Mostly, what Scott wants right now is the freedom to make music alongside the freedom to survive. “I would love to just do the basics right now,” she says. “Make a living and keep a home and try and be well while we sit through this major hell of a presidency. Bite our nails hoping that climate change is not really as nigh as it seems. Ideally, I would like to be well. I have big dreams, but right now the big dream is to have my needs met.”
2018 has been a creatively fruitful year for Scott, but it has also been a personally taxing one — an uneasy pairing. The songs are there; the infrastructure for distributing them is hazier. She feels free to make the music she wants to make, but she’s making it in an increasingly precarious environment. The music industry does not favor musicians. Late capitalism continues its steady march to the limits of exploitation, and artists like Torres keep writing songs.

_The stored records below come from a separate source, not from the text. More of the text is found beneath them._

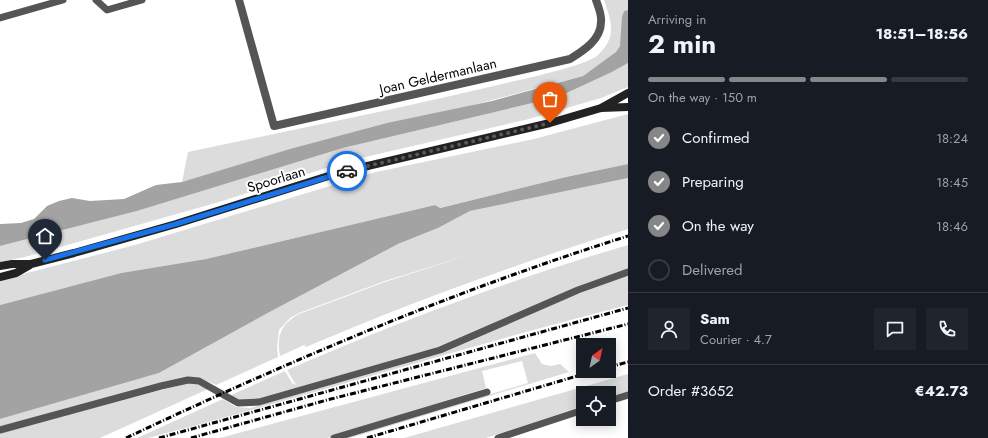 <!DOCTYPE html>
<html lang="en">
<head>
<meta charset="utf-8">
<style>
	body { margin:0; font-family:Jost,sans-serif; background:#20242c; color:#f1f3f6; height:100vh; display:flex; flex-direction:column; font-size:15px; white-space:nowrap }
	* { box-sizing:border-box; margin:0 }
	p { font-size:13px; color:#9ea1a6 }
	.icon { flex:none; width:22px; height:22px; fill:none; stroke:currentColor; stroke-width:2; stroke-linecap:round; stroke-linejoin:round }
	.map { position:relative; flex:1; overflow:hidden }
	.sheet { display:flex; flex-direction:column; background:#171b24; width:360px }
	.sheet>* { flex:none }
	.needle { width:26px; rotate:33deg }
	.buttons { position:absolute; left:576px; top:338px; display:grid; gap:8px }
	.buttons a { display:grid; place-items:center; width:40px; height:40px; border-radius:0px; background:#171b24; box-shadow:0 2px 10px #0003; font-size:20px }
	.pin { position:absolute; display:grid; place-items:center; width:34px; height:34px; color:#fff; margin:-41px -17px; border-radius:50% 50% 50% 0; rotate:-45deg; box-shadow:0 0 4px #0007 }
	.pin .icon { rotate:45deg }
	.courier { position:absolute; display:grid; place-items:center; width:40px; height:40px; margin:-20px; border:3px solid #1a73e8; border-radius:50%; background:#fff; color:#222; box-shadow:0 1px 5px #0007 }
	.summary em { font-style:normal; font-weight:700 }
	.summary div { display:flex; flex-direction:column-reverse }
	.summary { display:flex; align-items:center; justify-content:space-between; height:68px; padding:0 20px }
	h1 { font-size:26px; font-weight:700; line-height:30px }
	.bar { display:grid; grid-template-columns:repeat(4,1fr); gap:6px 4px; align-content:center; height:48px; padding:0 20px }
	.bar i { height:5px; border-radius:3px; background:#363941 }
	.bar .current { background:#858687 }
	.bar p { grid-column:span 4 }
	.line { display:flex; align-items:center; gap:10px; padding:0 20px; border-top:1px solid #363941 }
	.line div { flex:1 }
	.round { display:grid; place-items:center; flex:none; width:42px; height:42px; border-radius:0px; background:#20242c }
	ol { padding:0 20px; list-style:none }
	li { display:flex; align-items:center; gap:12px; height:44px }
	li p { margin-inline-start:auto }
	li .icon { padding:4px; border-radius:50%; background:#858687; color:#fff; stroke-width:4 }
	li:last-child { color:#9ea1a6 }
	li i { width:22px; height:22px; border:2px solid #363941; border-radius:50% }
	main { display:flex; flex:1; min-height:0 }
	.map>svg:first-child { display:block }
	.green { fill:#dcdcdc }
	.water { fill:#a3a3a3 }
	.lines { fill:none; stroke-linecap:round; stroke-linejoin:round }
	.lane { stroke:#555; stroke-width:7 }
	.street { stroke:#555; stroke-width:8 }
	.secondary { stroke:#222; stroke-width:8 }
	.rail { stroke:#000; stroke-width:3; stroke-dasharray:6 2 1 2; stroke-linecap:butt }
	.done { stroke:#595959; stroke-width:4; stroke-dasharray:0 7.2 }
	.route { stroke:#1a73e8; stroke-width:5 }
	.labels { text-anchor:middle; stroke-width:4; stroke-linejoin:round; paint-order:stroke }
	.street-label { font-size:14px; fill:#000; stroke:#fff }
</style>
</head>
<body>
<main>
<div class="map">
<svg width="628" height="438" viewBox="0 0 628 438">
	<rect width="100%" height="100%" fill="#fff"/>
	<path class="green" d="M 604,0 L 628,0 L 628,10 L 624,11 C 620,22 625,35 620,46 C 617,55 591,69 583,76 L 182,182 L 188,152 C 297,129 406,107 515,81 C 529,78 590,64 598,55 C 618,36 611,22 604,0 Z
		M 628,63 L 628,87 L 601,98 L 529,119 L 348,161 L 219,202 L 25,257 L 0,262 L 0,246 L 137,211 L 343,148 L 558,97 L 612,72 Z
		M 628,114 L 628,164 L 566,177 L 439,208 L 435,205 L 206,259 L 121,273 L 0,305 L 0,280 L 135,245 L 376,172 L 534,139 Z
		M 628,178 L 628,229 C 519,263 411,302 306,347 L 304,345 L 280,356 C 276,336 281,324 299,314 L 385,282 L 478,252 L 385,281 L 299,313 L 290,318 L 279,330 L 277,347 L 278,357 L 216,385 L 200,378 L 0,427 L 0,419 L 159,373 L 264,315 L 398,244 L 438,228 L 470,211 Z
		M 628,245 L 628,269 L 420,354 L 263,400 L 241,402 L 229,396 L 285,371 L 292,383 L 296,385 L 287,370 C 398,322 512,279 628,245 Z
		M 628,275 L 628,305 C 467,346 309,396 148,438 L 137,438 L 223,399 L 236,407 L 250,408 L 377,371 Z
		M 535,353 L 542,364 L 551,366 L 560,364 L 569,372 L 350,438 L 343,438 L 528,383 L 522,361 L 482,371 L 486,388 L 327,438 L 220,438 Z
		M 628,374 L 628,392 L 609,398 L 609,393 L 583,393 L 583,406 L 486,438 L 404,438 Z
		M 188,383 L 197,384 L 208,389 L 100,438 L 0,438 L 0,433 Z"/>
	<path class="water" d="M 628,10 L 628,63 L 612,72 L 558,97 L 343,148 L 137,211 L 0,246 L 0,224 L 21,223 L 34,219 L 47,206 L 59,201 L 72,198 L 90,201 L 124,199 L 156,185 L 182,182 L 290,149 L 387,123 L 492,101 L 583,76 L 616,52 L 620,46 L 622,17 L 624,11 Z
		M 628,164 L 628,178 L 470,211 L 438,228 L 398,244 L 264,315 L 159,373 L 0,419 L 0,305 L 121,273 L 206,259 L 435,205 L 440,208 L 566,177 Z"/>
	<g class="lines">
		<path class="lane" d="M 96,0 L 107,10 L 142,0
			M 0,18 L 63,0
			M 609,401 L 628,395
			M 0,430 L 161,386 L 188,380 L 199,381 L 238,403 L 259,402 L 440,350 L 578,290 L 628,272
			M 334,438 L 487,392
			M 498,438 L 583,410"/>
		<path class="street" d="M 239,0 L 274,126 L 570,59 C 583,51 601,40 601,22 C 602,15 598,6 596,0"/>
		<path class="secondary" d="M 601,108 L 628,93
			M 0,266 L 12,264 L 31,264 L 74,253 L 176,224 L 338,173 L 550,123 L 601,108 L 628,107
			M 0,277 L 16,273 L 30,265"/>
		<path class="rail" d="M 609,367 L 628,362
			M 126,438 C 289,361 456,290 628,236
			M 159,438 L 628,308
			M 191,438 L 327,400 L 628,324
			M 367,438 L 594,371"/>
	</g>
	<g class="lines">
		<path class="done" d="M 347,171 L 550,123"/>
		<path class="route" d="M 45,260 L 176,224 L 347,171"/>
	</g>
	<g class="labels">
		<g class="street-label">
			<text transform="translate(438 76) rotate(-13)" y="5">Joan Geldermanlaan</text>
			<text transform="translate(276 179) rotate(-17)" y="5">Spoorlaan</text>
		</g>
	</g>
</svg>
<div class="buttons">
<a><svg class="needle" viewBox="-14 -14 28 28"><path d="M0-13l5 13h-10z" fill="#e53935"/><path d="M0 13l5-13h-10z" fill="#9ea1a6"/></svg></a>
<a><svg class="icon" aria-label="locate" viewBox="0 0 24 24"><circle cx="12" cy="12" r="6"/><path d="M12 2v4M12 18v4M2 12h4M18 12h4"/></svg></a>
</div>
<div class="pin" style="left:550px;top:123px;background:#ea580c"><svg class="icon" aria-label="bag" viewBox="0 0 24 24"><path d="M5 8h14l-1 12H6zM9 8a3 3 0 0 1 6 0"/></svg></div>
<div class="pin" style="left:45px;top:260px;background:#1f2937"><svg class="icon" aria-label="home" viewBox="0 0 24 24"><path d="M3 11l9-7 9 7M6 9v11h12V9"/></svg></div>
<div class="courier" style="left:347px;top:171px"><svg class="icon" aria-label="car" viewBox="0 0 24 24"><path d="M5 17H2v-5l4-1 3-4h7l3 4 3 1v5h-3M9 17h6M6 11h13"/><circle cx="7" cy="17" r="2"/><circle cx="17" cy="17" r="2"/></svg></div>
</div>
<section class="sheet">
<div class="summary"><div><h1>2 min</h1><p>Arriving in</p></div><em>18:51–18:56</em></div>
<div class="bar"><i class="current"></i><i class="current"></i><i class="current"></i><i></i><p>On the way · 150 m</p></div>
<ol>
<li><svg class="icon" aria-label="check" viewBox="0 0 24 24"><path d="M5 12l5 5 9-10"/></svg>Confirmed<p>18:24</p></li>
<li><svg class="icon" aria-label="check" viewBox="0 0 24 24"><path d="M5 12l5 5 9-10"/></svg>Preparing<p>18:45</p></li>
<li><svg class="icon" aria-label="check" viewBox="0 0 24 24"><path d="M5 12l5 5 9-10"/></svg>On the way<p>18:46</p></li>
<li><i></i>Delivered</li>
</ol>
<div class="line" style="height:72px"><a class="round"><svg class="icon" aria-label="person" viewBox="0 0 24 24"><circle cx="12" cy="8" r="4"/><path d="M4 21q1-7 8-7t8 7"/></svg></a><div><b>Sam</b><p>Courier · 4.7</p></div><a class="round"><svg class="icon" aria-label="chat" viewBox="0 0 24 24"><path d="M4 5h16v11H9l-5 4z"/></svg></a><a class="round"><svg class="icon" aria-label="phone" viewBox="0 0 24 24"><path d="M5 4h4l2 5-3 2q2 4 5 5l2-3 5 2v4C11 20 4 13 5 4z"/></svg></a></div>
<div class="line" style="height:52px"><div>Order #3652</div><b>€42.73</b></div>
</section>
</main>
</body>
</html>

She has written her next album, is about to take it to the studio, and plans to release it in the first half of 2019. The record, she says, furthers the lyrical themes that abounded on Three Futures — music about bodies and desire and pleasure never runs dry — but she expects it to sound warmer, rawer, and less clinical.
“I’ll be going for the jugular more with the new record,” she says. Though the hellish presidency tends to seep into just about everyone’s psychological state, her fourth record won’t in any way respond to contemporary politics.
“I only write music when I feel like I’m about to explode with whatever truth-bomb I need to unleash, and usually it only ever has to do with what’s going on in my interior world,” she says. “This new album will be a love album. Our current administration doesn’t deserve music, even combative music. It deserves eternal condemnation where there is no music and no light.”
If Three Futures was a yellow house in rural America, then Torres’s fourth album will be “a botanical garden,” she says. “It’s going to be lush.”
It’s easy to imagine Torres forging an oasis from scarcity. That’s her alchemy: A vacancy becomes a window, and once she sees it she doesn’t hesitate to climb through. Parting ways with her label didn’t alter her path.
“My world did not end. A record label is just a record label,” she says. “I’m so ready to move forward.”